Towards Visual Teach and Repeat for GPS-Denied Flight of a Fixed-Wing UAV

2018 
Most consumer and industrial Unmanned Aerial Vehicles (UAVs) rely on combining Global Navigation Satellite Systems (GNSS) with barometric and inertial sensors for outdoor operation. As a consequence, these vehicles are prone to a variety of potential navigation failures such as jamming and environmental interference. This usually limits their legal activities to locations of low population density within line-of-sight of a human pilot to reduce risk of injury and damage. Autonomous route-following methods such as Visual Teach and Repeat (VT&R) have enabled long-range navigational autonomy for ground robots without the need for reliance on external infrastructure or an accurate global position estimate.

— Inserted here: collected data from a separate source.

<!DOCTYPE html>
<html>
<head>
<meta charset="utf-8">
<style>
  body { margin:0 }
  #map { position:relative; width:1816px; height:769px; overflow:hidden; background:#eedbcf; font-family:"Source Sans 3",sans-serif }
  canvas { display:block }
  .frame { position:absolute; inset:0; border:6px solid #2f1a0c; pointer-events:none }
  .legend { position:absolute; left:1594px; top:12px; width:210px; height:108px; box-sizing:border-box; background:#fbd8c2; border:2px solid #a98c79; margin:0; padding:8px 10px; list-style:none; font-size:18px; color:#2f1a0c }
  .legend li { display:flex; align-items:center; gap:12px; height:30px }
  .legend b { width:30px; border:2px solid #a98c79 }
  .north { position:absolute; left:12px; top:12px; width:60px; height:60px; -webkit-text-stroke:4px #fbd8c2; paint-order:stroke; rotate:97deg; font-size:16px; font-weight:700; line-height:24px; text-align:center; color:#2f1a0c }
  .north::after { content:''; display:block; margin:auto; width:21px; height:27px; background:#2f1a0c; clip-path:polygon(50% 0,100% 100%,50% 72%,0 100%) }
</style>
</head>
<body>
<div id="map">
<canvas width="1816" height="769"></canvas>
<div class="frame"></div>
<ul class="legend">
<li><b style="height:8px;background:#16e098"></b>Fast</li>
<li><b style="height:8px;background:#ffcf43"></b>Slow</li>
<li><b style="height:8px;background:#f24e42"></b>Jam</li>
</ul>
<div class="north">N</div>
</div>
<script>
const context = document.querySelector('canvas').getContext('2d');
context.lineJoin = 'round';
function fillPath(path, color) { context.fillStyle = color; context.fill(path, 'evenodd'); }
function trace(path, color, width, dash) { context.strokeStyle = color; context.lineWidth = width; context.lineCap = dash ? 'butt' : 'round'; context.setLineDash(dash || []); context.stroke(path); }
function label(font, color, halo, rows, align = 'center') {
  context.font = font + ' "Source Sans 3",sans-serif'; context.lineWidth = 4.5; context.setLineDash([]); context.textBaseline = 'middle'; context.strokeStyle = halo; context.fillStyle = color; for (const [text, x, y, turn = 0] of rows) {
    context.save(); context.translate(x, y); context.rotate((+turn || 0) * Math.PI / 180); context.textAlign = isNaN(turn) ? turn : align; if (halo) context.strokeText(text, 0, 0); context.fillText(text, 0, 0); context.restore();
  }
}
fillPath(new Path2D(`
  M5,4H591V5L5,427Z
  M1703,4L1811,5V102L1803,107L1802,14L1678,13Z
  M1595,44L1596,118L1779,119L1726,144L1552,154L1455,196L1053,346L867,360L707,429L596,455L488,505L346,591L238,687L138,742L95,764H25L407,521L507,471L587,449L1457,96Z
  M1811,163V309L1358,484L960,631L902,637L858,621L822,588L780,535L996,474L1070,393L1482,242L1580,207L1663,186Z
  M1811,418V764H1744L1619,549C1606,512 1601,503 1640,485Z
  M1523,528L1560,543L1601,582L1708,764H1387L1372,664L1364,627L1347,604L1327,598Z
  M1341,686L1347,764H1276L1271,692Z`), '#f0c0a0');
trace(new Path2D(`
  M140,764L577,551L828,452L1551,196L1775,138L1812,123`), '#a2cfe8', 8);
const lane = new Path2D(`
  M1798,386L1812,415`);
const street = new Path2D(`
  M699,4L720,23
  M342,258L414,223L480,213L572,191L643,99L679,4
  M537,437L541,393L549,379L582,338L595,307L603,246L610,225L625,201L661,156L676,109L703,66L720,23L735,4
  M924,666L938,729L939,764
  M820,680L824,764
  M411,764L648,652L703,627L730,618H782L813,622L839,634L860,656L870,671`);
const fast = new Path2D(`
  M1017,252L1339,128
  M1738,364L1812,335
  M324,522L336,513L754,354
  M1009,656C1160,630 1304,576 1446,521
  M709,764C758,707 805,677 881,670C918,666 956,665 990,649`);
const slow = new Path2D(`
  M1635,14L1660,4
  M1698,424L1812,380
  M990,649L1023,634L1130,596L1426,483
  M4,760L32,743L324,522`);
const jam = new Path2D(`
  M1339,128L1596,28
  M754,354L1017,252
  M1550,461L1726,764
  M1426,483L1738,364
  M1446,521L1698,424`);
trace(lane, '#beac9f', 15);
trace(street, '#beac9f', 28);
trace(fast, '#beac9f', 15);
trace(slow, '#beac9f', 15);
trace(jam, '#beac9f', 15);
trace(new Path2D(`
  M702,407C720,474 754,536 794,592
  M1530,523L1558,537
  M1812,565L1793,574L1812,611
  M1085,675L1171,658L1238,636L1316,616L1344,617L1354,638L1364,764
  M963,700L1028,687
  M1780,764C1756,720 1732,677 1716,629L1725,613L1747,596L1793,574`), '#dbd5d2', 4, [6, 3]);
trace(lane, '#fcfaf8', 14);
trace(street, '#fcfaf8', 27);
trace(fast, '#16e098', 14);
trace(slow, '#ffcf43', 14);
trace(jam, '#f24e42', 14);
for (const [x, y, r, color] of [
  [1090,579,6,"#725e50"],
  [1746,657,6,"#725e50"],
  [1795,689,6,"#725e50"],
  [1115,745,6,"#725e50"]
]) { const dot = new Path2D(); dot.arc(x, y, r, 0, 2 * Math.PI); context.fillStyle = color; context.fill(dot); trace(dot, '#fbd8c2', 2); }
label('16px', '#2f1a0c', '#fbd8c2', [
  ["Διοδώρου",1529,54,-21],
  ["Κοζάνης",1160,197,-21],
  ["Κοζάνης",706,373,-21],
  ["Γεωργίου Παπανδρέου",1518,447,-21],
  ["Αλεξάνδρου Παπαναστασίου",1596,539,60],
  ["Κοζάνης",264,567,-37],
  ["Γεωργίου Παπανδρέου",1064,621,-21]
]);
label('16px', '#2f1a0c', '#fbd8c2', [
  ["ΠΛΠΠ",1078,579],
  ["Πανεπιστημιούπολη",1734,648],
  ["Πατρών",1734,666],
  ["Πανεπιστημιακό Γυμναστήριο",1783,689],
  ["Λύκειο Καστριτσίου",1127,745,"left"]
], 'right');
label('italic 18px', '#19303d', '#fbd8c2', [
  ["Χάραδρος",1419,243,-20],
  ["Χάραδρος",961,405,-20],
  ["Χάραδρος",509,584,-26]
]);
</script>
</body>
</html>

In this paper, we demonstrate the localisation component of VT&R outdoors on a fixed-wing UAV as a method of backup navigation in case of primary sensor failure. We modify the localisation engine of VT&R to work with a single downward facing camera on a UAV to enable safe navigation under the guidance of vision alone. We evaluate the method using visual data from the UAV flying a 1200 m trajectory (at altitude of 80 m) several times during a multi-day period, covering a total distance of 10.8 km using the algorithm. We examine the localisation performance for both small (single flight) and large (inter-day) temporal differences from teach to repeat. Through these experiments, we demonstrate the ability to successfully localise the aircraft on a self-taught route using vision alone without the need for additional sensing or infrastructure.